Records drawn from a dataset:
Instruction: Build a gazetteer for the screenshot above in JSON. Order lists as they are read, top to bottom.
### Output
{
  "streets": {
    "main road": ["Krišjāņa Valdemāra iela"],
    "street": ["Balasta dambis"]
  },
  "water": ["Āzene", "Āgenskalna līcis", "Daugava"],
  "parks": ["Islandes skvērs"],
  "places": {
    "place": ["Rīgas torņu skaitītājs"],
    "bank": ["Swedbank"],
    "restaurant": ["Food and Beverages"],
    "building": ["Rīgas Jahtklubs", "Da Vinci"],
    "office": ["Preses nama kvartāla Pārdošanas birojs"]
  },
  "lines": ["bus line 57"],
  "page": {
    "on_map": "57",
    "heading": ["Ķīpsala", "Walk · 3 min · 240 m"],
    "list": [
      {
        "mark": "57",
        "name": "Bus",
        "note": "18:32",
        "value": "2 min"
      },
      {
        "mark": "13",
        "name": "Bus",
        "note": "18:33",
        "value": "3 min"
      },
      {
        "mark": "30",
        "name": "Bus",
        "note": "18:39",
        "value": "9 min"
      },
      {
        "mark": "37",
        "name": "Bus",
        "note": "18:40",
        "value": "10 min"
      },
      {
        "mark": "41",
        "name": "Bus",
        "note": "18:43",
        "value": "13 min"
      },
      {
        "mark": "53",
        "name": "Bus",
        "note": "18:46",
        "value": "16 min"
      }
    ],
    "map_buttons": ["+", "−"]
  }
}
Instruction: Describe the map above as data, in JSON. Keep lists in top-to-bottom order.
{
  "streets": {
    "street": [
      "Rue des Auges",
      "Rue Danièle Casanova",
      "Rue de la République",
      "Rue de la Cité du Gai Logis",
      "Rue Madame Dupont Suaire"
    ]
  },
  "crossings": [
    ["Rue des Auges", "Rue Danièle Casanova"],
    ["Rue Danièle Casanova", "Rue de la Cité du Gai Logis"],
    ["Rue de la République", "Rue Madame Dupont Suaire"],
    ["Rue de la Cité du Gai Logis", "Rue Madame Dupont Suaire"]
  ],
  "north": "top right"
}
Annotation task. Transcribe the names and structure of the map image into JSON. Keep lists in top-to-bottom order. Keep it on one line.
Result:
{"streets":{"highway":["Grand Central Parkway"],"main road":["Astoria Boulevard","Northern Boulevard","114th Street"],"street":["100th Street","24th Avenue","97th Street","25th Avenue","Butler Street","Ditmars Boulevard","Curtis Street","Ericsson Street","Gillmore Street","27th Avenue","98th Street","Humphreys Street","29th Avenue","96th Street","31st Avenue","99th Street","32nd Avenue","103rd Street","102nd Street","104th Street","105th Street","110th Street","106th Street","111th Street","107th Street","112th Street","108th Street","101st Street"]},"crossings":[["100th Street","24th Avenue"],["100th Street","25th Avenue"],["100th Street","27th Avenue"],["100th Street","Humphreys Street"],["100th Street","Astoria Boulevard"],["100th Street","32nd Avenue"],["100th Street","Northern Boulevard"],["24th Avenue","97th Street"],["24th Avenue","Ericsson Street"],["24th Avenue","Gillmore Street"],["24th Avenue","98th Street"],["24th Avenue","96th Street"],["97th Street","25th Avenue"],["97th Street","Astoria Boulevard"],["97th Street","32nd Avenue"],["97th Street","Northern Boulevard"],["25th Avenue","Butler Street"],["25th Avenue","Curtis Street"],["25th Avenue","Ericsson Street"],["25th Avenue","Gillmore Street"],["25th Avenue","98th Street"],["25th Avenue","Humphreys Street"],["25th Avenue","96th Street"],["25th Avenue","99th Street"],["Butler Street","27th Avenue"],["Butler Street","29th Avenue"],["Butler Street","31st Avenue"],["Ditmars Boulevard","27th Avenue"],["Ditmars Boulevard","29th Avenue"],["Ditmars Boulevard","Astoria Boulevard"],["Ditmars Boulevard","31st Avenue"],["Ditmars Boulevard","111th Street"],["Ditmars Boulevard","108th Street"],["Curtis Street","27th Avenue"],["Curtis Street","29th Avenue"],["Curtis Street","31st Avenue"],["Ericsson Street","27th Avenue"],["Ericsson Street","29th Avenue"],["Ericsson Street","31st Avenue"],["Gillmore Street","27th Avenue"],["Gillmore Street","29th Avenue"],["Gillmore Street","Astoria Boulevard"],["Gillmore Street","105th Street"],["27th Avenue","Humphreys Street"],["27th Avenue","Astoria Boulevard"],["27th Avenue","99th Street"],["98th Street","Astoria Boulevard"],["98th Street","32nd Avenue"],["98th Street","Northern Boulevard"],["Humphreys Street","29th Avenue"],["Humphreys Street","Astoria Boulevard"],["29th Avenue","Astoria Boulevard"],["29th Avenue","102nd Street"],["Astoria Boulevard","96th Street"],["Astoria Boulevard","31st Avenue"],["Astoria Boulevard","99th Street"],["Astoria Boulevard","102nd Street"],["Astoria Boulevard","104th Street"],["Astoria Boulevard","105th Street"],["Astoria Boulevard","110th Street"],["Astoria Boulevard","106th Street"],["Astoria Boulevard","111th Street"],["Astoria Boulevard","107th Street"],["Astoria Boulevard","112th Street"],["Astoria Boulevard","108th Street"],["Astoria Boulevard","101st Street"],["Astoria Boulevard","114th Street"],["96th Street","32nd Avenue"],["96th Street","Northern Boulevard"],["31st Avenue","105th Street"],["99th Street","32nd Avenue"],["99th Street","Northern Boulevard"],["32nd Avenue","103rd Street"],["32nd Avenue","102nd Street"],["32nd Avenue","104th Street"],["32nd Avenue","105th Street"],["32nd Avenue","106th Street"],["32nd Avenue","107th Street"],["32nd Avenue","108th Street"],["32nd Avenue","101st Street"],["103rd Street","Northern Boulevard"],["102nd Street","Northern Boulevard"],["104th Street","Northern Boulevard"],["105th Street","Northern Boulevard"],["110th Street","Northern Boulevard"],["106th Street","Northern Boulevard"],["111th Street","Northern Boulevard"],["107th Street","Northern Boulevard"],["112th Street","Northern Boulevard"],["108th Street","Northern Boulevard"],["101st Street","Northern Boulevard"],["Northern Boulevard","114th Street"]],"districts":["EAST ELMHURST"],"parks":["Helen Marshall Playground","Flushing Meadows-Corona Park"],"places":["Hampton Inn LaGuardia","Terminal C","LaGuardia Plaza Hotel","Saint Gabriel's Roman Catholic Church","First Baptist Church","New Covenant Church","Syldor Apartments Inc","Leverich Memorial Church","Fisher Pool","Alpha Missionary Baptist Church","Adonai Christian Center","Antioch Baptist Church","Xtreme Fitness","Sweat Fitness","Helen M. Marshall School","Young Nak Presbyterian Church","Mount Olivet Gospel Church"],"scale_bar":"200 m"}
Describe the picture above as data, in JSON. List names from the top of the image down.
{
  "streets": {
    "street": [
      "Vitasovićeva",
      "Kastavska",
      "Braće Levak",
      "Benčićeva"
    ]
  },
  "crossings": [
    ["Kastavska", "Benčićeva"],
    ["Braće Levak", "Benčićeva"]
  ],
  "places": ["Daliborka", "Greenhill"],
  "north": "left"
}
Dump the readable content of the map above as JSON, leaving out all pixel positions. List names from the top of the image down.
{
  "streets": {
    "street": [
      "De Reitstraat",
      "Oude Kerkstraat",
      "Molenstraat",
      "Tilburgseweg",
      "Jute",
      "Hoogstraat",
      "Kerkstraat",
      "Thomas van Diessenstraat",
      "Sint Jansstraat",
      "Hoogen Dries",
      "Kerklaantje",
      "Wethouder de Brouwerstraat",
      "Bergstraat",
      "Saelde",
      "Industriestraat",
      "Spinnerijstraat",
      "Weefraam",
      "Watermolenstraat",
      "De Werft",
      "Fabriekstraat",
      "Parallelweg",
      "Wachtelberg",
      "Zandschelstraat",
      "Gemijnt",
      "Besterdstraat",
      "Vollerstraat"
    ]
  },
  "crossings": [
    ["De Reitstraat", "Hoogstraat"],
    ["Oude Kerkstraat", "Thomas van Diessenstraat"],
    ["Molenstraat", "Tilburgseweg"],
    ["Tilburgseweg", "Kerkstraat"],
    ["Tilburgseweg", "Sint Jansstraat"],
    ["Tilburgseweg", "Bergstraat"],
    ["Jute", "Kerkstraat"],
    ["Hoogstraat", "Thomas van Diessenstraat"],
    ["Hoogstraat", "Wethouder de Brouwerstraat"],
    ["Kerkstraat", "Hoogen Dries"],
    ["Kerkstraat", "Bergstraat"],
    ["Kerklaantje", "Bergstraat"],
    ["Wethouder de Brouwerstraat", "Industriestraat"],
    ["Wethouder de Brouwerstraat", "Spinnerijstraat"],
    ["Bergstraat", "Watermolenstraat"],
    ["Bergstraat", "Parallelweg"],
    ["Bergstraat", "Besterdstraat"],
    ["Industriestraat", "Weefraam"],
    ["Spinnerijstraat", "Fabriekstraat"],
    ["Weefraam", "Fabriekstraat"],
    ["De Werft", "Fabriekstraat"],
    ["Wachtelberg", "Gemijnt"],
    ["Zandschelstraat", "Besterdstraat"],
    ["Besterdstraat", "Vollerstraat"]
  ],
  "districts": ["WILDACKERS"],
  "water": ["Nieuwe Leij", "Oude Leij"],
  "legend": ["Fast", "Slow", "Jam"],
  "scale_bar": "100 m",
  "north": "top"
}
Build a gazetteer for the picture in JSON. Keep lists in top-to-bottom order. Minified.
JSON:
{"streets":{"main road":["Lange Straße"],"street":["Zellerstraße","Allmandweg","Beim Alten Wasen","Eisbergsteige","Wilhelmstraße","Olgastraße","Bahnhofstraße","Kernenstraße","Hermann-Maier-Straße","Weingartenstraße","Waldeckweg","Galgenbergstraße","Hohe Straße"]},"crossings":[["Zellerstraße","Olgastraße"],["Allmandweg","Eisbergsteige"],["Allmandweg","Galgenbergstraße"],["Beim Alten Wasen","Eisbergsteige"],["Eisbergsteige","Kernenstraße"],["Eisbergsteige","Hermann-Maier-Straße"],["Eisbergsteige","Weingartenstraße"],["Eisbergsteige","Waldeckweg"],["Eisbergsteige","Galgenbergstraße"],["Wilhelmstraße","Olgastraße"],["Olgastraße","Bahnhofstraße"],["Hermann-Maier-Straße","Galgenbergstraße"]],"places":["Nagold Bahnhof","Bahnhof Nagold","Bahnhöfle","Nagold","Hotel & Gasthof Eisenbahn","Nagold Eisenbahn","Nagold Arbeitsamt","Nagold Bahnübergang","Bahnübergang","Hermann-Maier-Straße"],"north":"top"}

» **Work instruction**:
Return all lines above that mention the word "Industriestraat".

» **Result of the exercise**:
      "Industriestraat",
    ["Wethouder de Brouwerstraat", "Industriestraat"],
    ["Industriestraat", "Weefraam"],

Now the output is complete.